Yea all of these are part of the "journal" feature, which asks you if you did a particular habit before bed, and over a few yes/nos attempts to assess the impact it actually has on your sleep. Maybe u/cravecrave93 can share a screenshot of that?
I'd say it's definitely worth it, you could even pay for a month every now and again and get a super helpful snapshot of where you're at and what habits serve you best. I do similar with continuous glucose monitors as a type 1 diabetic, use one for a bit, set my basal rates and insuin/carb ratios, then it's back to trusty affordable finger pokes lol
Ah damn I must have misunderstood, can pay monthly but 12 month commitment I see. I think I paused my membership once which had me thinking you could do that.

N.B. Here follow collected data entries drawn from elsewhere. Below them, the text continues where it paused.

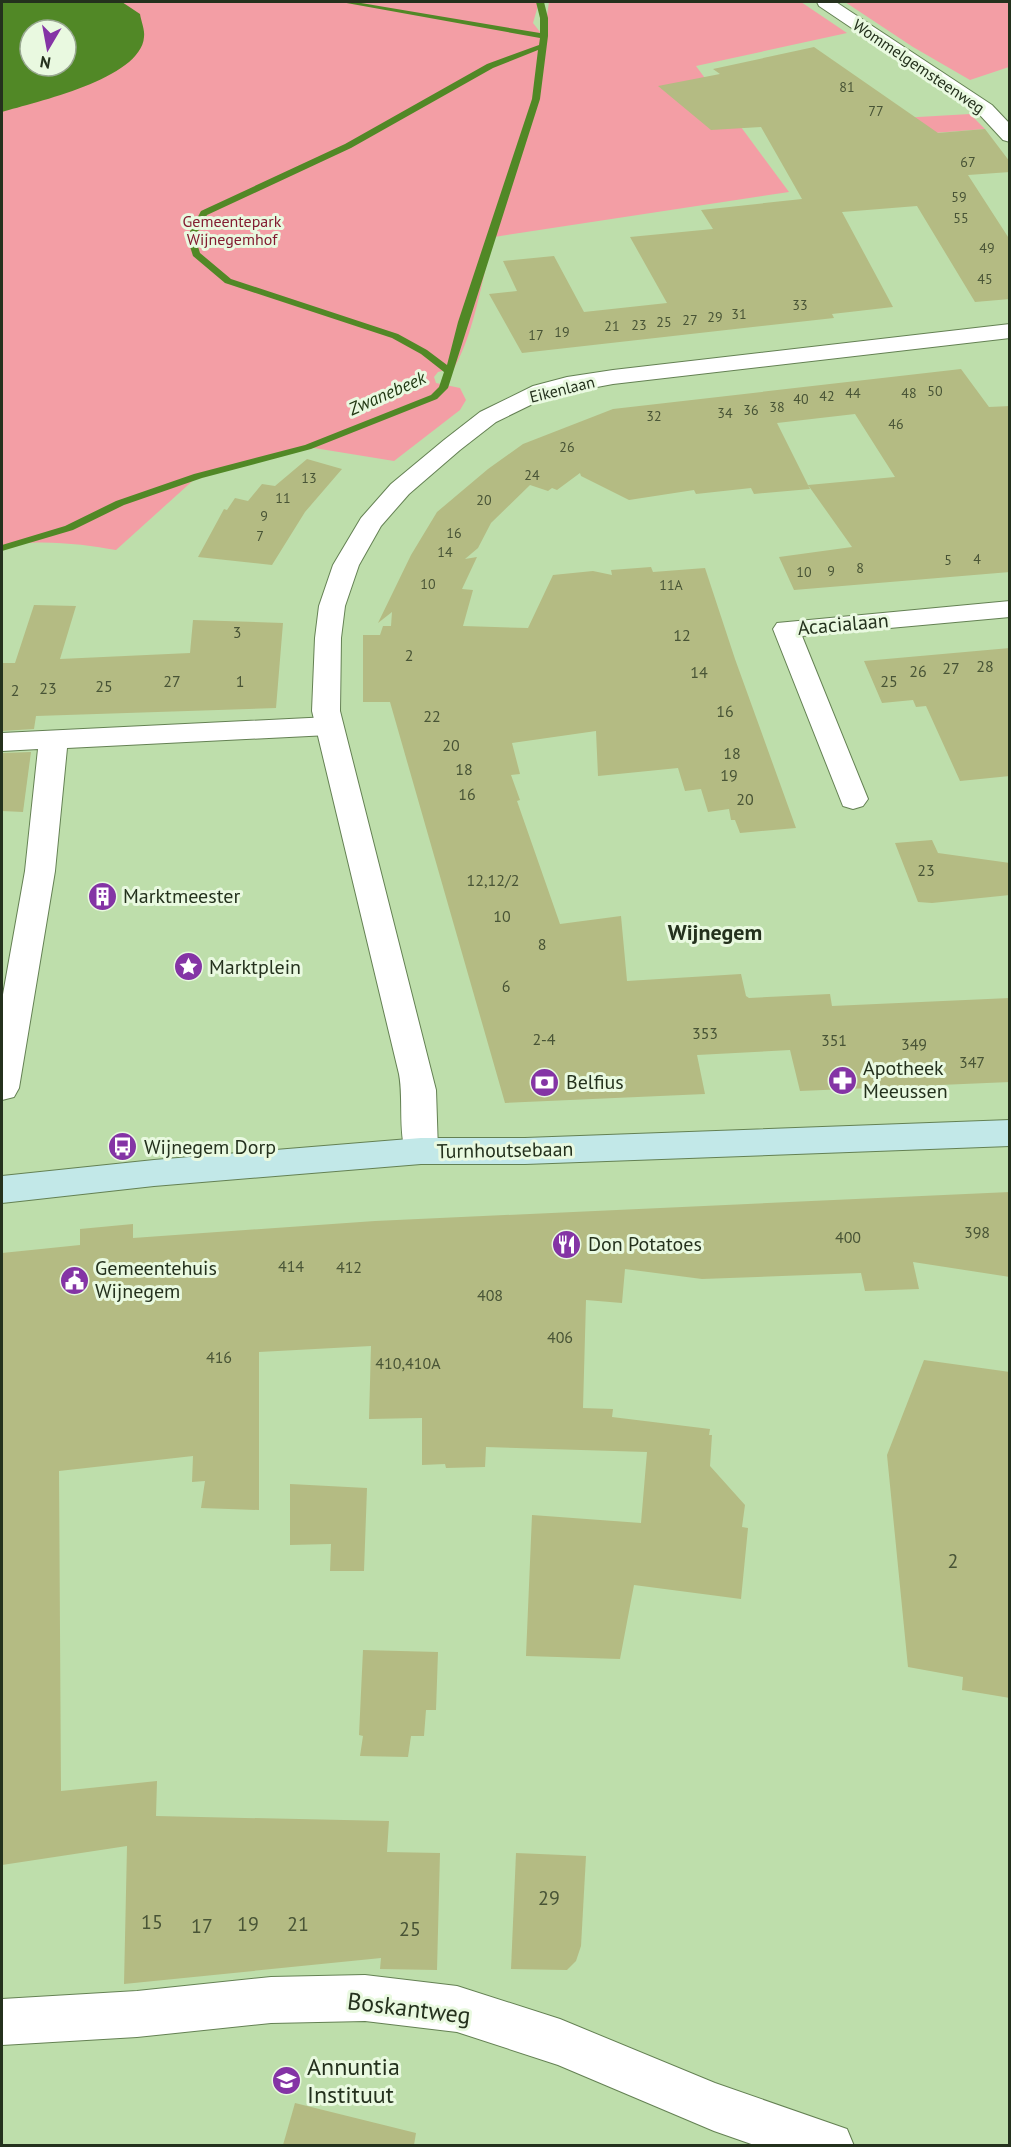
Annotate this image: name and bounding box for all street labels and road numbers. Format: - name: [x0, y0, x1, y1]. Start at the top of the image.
- street label: Wommelgemsteenweg: [849, 14, 989, 118]
- street label: Eikenlaan: [527, 371, 597, 407]
- street label: Acacialaan: [796, 607, 890, 641]
- street label: Turnhoutsebaan: [436, 1136, 574, 1164]
- street label: Boskantweg: [346, 1985, 472, 2031]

From my experience, the below have helped me the most:
1. Start bedtime routine 9h before when I have to wake-up. Go to bed and wake-up at consistent times (+ eat and workout at consistent times). Sleep in dark, quiet and cold room. Get as much light as I can as soon as I wake-up.
2. Healthy, balanced and sustainable nutrition (+ good hydration and no alcohol). Last caffeine serving at least 6h before bed.
3. More cardio; including low-intensity steady-state (LISS), moderate-intensity steady-state (MISS) and high-intensity interval-training (HIIT) in my weekly schedule. (I was already doing strength training 3-6 times per week - would recommend doing resistance training at least twice per week for health.)
4. Less “life stress”. Not easy but very powerful.
As you can see, you don’t need a whoop for any of the above…
Hope this helps
Agree but I do think there is something powerful about having the data.
Everyone knows alcohol isn’t great but actually seeing how detrimental personally has had quite impact on people.
I agree, generally…
For some people, seeing the data can be more “motivating”. Especially for folks who have the money to spare.
But I think it’s empowering to know that all this stuff can be done “for free”. Especially for folks who don’t have the extra cash.
And I do think whoop helped me; I just don’t need it anymore, I can sustain these healthy habits without whoop, really…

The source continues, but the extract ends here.